Тех, кто стоял у истоков революции 1820 г. и участвовал в создании Конституции 1822 г., позднее назвали «двадцатниками» («винтистами»[155]); этот неологизм возник под влиянием названия испанских «досеанистов»[156], сторонников Конституции 1812 г. «Винтизм» станет на долгие годы наиболее смелой и радикальной формой конституционализма.

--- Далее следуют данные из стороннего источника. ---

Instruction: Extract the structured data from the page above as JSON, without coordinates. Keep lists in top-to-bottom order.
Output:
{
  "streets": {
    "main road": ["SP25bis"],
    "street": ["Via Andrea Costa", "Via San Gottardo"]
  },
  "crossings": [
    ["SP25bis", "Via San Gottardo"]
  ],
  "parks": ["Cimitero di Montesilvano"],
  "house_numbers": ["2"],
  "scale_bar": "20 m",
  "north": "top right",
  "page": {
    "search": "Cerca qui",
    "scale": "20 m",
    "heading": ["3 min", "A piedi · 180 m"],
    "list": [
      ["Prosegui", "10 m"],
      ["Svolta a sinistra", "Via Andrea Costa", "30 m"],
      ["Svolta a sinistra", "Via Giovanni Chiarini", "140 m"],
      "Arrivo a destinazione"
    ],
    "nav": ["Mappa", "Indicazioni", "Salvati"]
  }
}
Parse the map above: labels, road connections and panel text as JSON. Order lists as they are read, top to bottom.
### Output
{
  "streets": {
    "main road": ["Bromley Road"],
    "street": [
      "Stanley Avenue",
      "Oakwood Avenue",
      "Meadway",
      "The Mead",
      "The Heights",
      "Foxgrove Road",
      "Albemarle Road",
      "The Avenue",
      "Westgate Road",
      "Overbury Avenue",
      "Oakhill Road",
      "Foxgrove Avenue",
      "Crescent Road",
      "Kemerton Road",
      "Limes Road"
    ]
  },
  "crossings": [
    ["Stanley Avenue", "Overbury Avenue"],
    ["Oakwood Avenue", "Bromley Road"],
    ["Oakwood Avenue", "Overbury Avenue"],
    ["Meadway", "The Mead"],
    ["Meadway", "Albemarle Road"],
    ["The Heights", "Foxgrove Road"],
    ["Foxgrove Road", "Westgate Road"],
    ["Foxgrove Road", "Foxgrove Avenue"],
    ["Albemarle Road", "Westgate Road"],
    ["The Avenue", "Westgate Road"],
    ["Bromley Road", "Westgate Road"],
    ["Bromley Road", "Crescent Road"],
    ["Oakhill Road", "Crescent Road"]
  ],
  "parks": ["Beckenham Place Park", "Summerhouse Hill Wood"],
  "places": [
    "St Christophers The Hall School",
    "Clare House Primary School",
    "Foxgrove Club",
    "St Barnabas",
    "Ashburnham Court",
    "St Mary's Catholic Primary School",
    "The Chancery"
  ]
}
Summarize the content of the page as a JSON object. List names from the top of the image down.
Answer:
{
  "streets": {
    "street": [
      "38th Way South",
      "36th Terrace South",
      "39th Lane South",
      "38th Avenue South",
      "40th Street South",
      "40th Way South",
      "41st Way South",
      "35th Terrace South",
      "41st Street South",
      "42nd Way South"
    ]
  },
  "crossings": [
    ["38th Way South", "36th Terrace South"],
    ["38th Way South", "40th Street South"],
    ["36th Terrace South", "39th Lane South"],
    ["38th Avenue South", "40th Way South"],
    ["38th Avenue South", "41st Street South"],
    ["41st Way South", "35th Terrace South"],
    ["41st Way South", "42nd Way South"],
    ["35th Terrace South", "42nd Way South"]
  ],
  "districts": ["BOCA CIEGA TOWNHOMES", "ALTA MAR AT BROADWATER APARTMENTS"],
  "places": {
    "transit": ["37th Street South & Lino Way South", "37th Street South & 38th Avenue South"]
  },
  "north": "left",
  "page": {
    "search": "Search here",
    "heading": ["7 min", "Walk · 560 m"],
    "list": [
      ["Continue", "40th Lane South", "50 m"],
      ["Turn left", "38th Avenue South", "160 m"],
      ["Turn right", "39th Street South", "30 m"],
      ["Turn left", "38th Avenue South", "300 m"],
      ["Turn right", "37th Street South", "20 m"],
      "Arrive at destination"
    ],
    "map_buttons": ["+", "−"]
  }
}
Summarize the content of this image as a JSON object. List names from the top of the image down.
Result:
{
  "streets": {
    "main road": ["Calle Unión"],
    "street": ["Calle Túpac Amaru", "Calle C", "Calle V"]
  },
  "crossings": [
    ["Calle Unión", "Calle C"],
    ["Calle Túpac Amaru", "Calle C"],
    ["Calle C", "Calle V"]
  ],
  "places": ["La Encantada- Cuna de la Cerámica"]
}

Португальская Конституция, вдохновленная непосредственно Кадисской конституцией[157], содержала следующие принципы. Идея национального суверенитета — единственным подлинным сувереном объявлялась нация, а не король. В компетенции нации — выражать коллективную волю, которая воплощается в законе. Для этого нация выбирает своих представителей, и только они имеют право заниматься написанием законов. Главенство парламентской власти над королевской — кортесы представляют собой однопалатный парламент, избираемый на два года всеобщим прямым голосованием, за исключением неграмотных, женщин и монахов. Свои функции они выполняют без какого-либо подчинения кому бы то ни было. Король не может приостанавливать работу кортесов, распускать их или вмешиваться в их деятельность. В его компетенции — накладывать на законопроект санкцию и определять порядок опубликования. В случае отказа проект возвращается в кортесы, и в случае его одобрения двумя третями голосов король обязан его санкционировать. Ограничение полномочий королевской власти — король по закону обладает лишь той властью, которой наделяет его нация в рамках Конституции. Король является главой исполнительной власти, которую он осуществляет через назначенных им государственных секретарей. Однако в случае угрозы свободе нации и конституционному строю кортесы сами могут назначать государственных секретарей. Решения короля вступают в силу лишь после того, как будут подписаны соответствующими министрами. Ни король, ни министры не могут обладать какой-либо законодательной инициативой.